North America and China are likely to emerge as the two major growth markets for the new, super-light canard aircraft which weighs in at just 115 kg (253.5lbs) – including the engine.

The plane will be available complete or in kit form once e-Go hits the production line in 2012.

The brainwave of Cambridge-based aeronautical engineers, Tony Bishop and Giotto Castelli, the e-Go is designed to meet the recent de-regulated rules in the UK, as well as more regulated markets in the US and Europe.

The partners are well advanced in building a prototype single-seater at the e-Go Centre in Conington, Cambridgeshire.

Extensive flight testing will be conducted in the summer of 2012, by which time e-Go plans to have set up its fully-fledged production facility in the Cambridge area. Two and four-seater aircraft will also go onto the production line.

The company is looking for an edge-of-airfield site locally so that it can keep production and manufacture close to the Cambridge design capability.

Tony Bishop said the Institute for Manufacturing at Cambridge University had generously devised a factory lay-out for the business; e-Go is also working with the university’s Department of Engineering on ongoing development.

Castelli focuses on the design side. A practising aeronautical engineer, he has recent experience at Marshall Aerospace, Magellan, Pilatus and J&C Engineering so has worked on a variety of modern aircraft including the Horizon bizjet, the Pilatus PC-21 advanced trainer and the airbus 340 and 380.

Bishop mainly looks after business strategy, marketing and production. He was an aeronautical engineer – initially in the Future Projects Office at Hawker Siddeley Hatfield where airbuses, 146s and VTOL civil planes were being invented – and later at British Aerospace Civil Division HQ, Kingston.

Together they built and now operate a Dyn’Aero MCR01 BanBi (G-DECO) – the most fun and performance they could find from 100hp – and decided that de-regulation provided a commercial opportunity for a new, super-lightweight, eco-friendly aircraft.

Bishop told Business Weekly that the company had benefited from tremendous goodwill from a small army of expert volunteers. The university has also assisted with wind tunnel work while Lola Cars in Huntingdon has donated CFD services, particularly aimed at ensuring that the cooling of the aircraft’s Rotron Wankel engine is optimised. Several young engineers from Marshall Aerospace have helped with the design and build.

The engine is being developed in the UK by Rotron, who are pioneering lightweight (half the weight of a four-stroke), but very reliable Wankel engines.

A major task has been the development of the structural technologies used - blending the latest composite and foam materials to create the lightest possible aircraft body.

Close attention has been paid to the aerodynamics to eliminate drag and the e-Go will have the lightest, most responsive handling – it will handle like a fighter in pilot parlance – and impressive rate of climb.

The e-Go is being designed using a 3D computer package (SolidWorks), so that patterns can be accurately machined and many components can be accurately cut using water-jets or lasers.

The aerodynamic surfaces have a thin skin, with separate ribs and spars to which they are glued.
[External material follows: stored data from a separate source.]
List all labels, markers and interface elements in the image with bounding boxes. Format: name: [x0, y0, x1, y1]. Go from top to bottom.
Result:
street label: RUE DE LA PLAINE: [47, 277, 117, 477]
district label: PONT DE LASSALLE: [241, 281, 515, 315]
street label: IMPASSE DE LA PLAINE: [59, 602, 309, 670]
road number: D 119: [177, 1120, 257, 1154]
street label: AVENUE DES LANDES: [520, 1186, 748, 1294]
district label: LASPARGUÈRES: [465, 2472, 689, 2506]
This as all stiffened by a foam core which is cut with a computer-controlled hot-wire machine. Moulded parts are made from pre-peg carbon cloth to minimise resin weight. Frames are a carbon/foam sandwich. With this the designers can easily (and cheaply) remove all excess material to minimise weight.

Bishop said: “The design model we have developed is very lean so production will not be overly labour-intensive. We will be creating some hi-tech and other semi-skilled jobs but we can keep manufacturing cost and ongoing overheads pretty low.

“The ideal for us is to keep production close to the Cambridge design nervecentre. We believe the commercial prospects for the e-Go – in kit or complete form – are exciting. North America, now, and China in the future are anticipated to be our really big markets.

“With the stylish look of the aircraft – inside and out – the super slick handling and flight experience, we have set out to make the e-Go the Apple of the skies. It will look and feel absolutely gorgeous.”